[Collected data entries]:

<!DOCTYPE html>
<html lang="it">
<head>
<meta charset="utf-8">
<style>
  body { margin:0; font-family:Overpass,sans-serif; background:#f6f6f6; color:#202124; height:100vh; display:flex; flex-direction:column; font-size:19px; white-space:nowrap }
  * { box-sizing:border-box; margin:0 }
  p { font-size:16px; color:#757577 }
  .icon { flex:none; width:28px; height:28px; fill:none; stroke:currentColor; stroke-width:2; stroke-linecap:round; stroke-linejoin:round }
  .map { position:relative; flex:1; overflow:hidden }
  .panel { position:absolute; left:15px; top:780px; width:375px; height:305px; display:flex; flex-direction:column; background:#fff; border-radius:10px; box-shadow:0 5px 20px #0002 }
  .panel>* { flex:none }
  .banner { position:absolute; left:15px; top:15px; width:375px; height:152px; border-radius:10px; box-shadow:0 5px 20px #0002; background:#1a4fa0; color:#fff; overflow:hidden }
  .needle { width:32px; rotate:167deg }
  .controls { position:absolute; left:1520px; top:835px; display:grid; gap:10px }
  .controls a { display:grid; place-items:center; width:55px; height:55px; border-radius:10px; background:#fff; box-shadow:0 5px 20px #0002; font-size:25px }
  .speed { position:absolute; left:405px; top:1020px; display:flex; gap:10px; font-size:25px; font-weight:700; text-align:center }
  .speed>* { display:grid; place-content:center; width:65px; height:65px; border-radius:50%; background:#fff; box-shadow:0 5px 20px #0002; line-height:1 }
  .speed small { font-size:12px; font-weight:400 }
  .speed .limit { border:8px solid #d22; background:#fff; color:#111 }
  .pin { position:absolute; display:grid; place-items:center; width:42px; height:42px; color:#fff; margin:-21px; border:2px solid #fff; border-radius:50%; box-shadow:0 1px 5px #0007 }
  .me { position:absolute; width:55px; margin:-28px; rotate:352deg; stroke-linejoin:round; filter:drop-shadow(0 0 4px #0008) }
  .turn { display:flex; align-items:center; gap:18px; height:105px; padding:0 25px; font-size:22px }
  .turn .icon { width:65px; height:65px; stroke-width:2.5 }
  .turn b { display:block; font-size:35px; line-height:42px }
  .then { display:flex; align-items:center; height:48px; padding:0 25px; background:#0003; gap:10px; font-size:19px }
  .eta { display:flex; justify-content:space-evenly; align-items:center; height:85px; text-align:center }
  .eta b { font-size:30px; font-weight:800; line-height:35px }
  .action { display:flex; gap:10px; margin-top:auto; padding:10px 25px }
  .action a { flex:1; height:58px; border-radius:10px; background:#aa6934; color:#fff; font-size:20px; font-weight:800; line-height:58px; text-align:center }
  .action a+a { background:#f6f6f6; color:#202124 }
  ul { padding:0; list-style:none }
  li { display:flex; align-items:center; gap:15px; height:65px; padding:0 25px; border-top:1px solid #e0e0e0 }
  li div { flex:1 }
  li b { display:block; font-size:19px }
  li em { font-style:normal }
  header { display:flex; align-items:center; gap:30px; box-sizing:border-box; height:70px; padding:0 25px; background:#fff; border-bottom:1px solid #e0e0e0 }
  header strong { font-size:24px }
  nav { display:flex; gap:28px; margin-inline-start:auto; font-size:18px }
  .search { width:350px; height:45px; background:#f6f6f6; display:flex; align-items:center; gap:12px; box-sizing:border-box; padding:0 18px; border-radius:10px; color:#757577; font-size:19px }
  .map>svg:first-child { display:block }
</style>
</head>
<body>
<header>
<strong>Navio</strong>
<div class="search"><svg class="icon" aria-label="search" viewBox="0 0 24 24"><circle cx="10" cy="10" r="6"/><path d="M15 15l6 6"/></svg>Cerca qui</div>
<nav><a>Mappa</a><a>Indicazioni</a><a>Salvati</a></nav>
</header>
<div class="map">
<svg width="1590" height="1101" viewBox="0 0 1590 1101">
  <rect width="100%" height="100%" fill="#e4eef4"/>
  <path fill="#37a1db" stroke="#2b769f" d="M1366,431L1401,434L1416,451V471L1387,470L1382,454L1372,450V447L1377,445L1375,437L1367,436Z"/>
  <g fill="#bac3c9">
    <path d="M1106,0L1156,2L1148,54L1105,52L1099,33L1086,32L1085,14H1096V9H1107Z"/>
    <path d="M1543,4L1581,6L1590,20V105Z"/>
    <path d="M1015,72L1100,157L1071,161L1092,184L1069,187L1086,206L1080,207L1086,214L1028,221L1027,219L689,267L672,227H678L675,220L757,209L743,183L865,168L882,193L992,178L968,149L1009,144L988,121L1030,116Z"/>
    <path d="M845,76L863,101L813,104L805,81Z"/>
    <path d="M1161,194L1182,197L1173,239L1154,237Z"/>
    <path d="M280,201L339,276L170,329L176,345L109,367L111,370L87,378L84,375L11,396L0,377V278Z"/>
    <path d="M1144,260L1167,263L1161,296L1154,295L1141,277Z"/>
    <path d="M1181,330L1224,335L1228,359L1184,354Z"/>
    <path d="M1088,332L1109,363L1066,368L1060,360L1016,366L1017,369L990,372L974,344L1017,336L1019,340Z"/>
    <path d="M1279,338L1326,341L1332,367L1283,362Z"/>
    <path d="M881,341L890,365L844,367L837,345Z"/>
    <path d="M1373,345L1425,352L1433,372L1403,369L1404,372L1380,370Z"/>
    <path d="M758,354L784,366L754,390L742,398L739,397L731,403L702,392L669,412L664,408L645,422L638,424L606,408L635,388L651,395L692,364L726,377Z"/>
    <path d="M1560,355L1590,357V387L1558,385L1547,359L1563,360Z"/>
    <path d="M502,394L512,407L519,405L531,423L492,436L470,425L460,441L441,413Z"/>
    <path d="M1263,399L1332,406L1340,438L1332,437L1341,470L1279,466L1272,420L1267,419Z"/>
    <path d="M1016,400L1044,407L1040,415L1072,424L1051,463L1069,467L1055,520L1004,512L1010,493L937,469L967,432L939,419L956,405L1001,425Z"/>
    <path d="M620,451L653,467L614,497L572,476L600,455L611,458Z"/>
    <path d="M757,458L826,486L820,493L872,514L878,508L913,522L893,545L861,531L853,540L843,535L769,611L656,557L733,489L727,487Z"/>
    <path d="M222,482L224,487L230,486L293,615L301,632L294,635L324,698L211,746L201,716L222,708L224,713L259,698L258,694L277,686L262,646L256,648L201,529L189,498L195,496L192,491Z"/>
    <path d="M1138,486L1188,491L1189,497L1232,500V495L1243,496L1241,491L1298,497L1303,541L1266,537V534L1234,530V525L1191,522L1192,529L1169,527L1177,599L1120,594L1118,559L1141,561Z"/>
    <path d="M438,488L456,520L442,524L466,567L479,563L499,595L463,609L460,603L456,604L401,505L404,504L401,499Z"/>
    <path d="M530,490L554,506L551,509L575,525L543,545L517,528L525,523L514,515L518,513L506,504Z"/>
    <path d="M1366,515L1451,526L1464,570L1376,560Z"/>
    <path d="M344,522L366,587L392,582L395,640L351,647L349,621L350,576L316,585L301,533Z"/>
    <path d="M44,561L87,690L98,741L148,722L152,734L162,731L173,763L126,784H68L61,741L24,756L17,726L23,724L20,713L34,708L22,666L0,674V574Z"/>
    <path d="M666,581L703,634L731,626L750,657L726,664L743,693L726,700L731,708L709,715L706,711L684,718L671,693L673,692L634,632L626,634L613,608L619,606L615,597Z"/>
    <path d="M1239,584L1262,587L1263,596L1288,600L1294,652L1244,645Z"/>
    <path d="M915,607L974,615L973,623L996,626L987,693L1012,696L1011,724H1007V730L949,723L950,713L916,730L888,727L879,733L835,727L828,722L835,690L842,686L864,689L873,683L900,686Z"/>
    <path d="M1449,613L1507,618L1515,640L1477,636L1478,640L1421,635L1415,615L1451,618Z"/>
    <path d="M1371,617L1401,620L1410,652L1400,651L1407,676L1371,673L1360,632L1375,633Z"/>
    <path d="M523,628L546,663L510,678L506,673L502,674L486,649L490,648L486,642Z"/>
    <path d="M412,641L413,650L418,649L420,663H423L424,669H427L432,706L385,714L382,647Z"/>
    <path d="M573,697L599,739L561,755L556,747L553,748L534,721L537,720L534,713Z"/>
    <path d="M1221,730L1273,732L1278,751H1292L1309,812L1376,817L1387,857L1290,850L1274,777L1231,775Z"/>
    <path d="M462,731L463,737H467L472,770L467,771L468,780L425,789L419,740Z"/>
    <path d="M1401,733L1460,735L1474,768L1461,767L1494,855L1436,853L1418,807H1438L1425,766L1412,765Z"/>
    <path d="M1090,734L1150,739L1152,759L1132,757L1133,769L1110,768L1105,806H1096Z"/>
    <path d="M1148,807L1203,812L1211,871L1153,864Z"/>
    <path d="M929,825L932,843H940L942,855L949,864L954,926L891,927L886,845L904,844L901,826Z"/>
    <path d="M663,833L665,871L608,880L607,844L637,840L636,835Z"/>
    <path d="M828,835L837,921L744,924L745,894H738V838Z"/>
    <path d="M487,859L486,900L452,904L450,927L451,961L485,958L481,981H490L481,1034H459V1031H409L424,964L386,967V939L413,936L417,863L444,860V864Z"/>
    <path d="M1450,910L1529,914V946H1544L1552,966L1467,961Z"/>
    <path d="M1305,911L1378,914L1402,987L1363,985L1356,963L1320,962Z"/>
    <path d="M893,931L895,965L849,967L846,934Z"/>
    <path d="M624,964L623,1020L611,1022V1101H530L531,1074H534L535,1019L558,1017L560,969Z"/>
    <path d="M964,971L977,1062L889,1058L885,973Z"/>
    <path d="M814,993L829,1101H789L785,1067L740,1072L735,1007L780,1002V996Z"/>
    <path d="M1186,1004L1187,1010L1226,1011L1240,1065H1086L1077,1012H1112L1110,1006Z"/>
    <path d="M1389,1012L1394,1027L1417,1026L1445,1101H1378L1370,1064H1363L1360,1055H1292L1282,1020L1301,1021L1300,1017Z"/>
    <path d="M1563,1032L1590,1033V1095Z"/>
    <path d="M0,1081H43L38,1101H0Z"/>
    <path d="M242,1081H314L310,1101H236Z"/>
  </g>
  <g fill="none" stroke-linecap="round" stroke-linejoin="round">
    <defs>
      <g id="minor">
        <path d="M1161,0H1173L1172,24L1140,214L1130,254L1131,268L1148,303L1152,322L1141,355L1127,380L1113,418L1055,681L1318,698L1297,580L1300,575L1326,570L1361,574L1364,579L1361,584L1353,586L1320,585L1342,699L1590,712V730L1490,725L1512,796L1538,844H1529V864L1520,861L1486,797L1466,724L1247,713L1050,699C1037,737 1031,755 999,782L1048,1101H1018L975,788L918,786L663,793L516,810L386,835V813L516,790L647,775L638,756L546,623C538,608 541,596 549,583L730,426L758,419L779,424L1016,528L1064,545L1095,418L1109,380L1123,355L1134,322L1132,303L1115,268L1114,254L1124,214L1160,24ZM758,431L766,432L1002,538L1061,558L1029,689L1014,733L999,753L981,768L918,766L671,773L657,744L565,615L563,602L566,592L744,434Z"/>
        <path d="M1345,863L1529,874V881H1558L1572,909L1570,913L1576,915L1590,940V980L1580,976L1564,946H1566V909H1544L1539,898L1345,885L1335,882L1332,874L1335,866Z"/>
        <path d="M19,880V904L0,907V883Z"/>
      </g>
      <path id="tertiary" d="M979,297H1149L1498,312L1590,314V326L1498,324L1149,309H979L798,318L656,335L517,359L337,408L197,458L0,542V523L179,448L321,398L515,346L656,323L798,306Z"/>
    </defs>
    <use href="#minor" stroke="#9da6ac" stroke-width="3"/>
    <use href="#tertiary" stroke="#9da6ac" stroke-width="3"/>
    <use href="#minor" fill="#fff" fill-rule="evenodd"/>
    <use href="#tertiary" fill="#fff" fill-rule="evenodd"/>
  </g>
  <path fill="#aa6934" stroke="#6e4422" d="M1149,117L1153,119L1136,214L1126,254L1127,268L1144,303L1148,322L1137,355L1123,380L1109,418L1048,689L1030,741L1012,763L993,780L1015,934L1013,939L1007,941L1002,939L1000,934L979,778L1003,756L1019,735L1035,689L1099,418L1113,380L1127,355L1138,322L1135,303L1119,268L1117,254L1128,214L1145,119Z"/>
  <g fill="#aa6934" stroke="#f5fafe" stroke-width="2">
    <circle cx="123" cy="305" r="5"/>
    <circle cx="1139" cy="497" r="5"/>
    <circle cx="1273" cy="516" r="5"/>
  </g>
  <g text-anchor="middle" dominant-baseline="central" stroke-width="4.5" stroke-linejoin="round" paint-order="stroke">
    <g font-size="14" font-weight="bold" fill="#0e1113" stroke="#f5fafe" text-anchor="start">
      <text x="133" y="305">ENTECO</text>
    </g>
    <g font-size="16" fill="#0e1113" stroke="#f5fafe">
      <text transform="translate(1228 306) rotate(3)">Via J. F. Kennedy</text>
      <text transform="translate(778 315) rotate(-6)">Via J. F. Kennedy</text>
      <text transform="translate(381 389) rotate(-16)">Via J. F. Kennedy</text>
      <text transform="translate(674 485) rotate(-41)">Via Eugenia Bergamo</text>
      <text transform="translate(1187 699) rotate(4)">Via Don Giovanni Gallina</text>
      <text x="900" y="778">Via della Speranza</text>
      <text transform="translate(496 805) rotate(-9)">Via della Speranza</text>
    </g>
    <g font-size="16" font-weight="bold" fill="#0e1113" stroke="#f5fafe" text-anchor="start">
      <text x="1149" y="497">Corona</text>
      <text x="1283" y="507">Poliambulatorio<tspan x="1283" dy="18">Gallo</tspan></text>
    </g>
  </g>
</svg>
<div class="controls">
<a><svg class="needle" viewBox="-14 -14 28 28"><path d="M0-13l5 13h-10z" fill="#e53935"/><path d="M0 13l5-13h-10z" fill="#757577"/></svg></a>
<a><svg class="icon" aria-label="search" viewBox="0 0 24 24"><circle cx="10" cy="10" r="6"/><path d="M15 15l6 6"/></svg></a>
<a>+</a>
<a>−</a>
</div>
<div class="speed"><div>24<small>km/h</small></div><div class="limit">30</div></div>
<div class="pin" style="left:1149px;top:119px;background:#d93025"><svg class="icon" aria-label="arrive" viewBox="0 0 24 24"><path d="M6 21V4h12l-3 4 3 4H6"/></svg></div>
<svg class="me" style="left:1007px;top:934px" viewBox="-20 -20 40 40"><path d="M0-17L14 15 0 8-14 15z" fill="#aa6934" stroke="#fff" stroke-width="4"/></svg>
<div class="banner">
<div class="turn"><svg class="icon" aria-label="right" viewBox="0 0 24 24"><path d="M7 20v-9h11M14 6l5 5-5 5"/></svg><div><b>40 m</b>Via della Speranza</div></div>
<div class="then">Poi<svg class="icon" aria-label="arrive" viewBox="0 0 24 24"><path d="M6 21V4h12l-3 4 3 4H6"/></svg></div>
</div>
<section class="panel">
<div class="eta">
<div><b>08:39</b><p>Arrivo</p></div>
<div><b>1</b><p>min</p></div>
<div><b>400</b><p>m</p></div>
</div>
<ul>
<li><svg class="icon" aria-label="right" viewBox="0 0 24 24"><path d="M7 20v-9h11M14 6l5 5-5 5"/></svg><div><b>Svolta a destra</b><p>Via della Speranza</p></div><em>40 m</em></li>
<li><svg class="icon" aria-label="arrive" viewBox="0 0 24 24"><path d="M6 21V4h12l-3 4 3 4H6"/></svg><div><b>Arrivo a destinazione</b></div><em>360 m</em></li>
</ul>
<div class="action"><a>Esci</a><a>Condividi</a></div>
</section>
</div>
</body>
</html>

[What you are asked to do]: Every line that contains the string "grid" should be returned from the data.

[Answer for the task]:
  .controls { position:absolute; left:1520px; top:835px; display:grid; gap:10px }
  .controls a { display:grid; place-items:center; width:55px; height:55px; border-radius:10px; background:#fff; box-shadow:0 5px 20px #0002; font-size:25px }
  .speed>* { display:grid; place-content:center; width:65px; height:65px; border-radius:50%; background:#fff; box-shadow:0 5px 20px #0002; line-height:1 }
  .pin { position:absolute; display:grid; place-items:center; width:42px; height:42px; color:#fff; margin:-21px; border:2px solid #fff; border-radius:50%; box-shadow:0 1px 5px #0007 }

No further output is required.